I have a series of csv files inside a directory. Each csv file has the following columns:
slotID; NLunUn; NLunTot; MeanBPM
I would like, starting from the values contained within the slotID column, to create data frames that contain the relative values. Eg the 1st csv has the following values:
slotID NLun An NLunTot MeanBPM
7 11 78 129,7
11 6 63 123,3
12 6 33 120,6
13 5 41 124,5
14 4 43 118,9
the 2nd csv has the following values
slotID NMarAn NMarTot MeanBPM
7 10 72 131,2
11 5 48 121,5
12 4 17 120,9
13 4 19 125,6
16 6 45 127,4
I would like to create a dataframe which for example is called dataframe1 which has the values of slot 7 inside, another csv which contains the values of slot 11 etc ... Any suggestion is welcome, I've been trying for several days but can't seem to jump out, please help me. This is what i've done so far:
import pandas as pd
#import matplotlib.pyplot as plt
import os
import glob
import numpy as np
path = os.getcwd()
csv_files = glob.glob(os.path.join(path, "*.csv"))
for f in csv_files:
dfDay = pd.read_csv(f, encoding = "ISO-8859-1", sep = ';')

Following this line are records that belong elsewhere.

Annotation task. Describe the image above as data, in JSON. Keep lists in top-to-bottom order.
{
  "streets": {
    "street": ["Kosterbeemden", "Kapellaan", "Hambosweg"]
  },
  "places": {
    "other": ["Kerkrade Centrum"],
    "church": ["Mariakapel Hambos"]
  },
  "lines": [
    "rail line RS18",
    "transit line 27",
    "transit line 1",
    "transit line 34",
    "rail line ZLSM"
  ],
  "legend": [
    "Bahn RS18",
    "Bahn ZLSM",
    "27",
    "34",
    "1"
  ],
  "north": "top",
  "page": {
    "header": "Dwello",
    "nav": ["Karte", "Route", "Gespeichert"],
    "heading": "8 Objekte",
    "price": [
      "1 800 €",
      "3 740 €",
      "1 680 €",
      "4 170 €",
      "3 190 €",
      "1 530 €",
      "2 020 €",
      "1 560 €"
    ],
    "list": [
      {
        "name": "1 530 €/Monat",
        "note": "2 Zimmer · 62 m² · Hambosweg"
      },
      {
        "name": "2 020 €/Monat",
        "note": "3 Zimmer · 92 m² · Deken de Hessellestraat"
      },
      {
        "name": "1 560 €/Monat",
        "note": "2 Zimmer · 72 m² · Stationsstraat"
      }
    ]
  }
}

//inside dfday there are all the files that contain the data
CodePudding user response:
Provided that all the csv-files have the same structure (i.e. column names) you could do something like this:
...
path = os.getcwd()
csv_files = glob.glob(os.path.join(path, "*.csv"))
df = pd.concat(
(pd.read_csv(f, encoding='ISO-8859-1', sep=';') for f in csv_files),
ignore_index=True
)
slot_dfs = {slot: group for slot, group in df.groupby("slotID")}
# Exporting to csv-files
for n, df_slot in enumerate(slot_dfs.values(), start=1):
df_slot.to_csv(f"dataframe{n}.csv", index=False)
The dictionary slot_dfs
contains the dataframes for each available slot.

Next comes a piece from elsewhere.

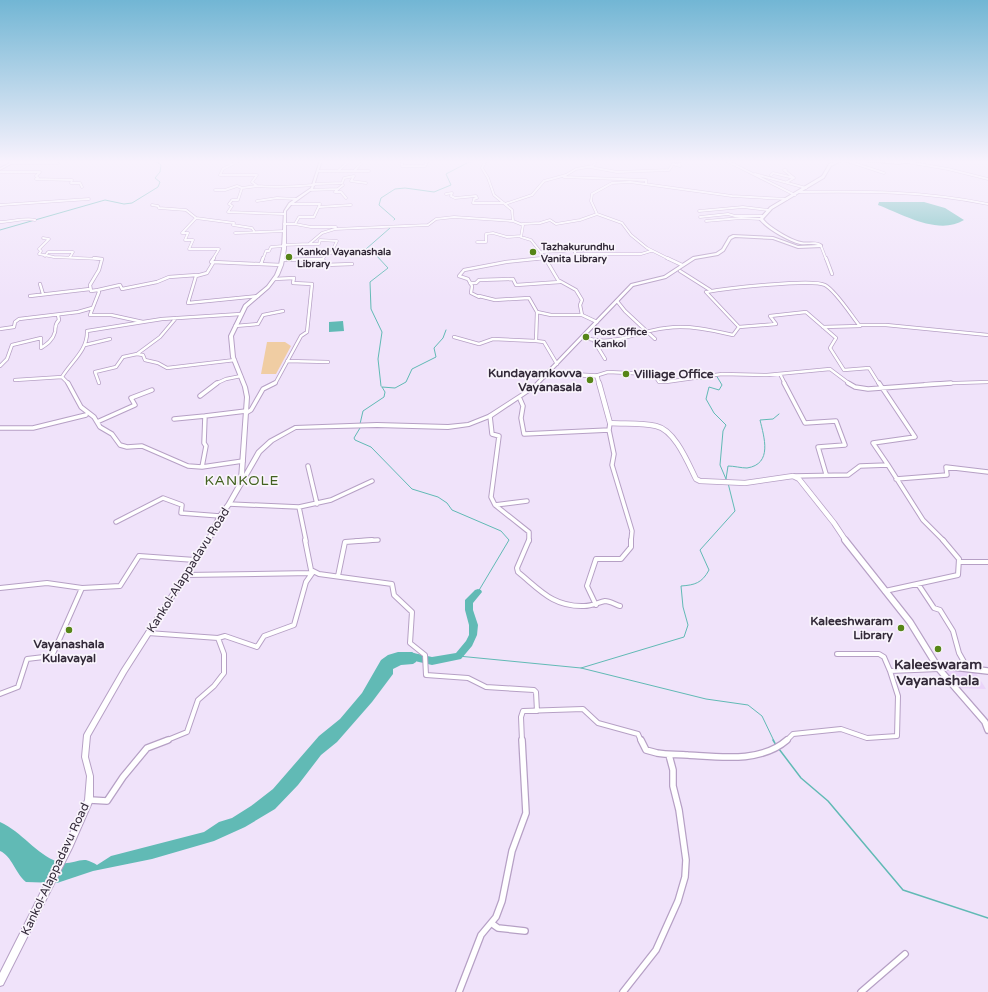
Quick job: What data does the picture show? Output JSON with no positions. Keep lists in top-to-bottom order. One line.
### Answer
{"streets":{"main road":["Kankol-Alappadavu Road"]},"districts":["KANKOLE"],"places":["Tazhakurundhu Vanita Library","Kankol Vayanashala Library","Post Office Kankol","Villiage Office","Kundayamkovva Vayanasala","Kaleeshwaram Library","Vayanashala Kulavayal","Kaleeswaram Vayanashala"]}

If you really want to create variables for the dataframes then you could try
for n, (_, group) in enumerate(df.groupby("slotID"), start=1):
globals()[f"dataframe{n}"] = group
# Exporting to csv-file
group.to_csv(f"dataframe{n}.csv", index=False)
instead of creating the slot_dfs
dictionary. After that print(dataframe1)
should show the dataframe for the first slot etc.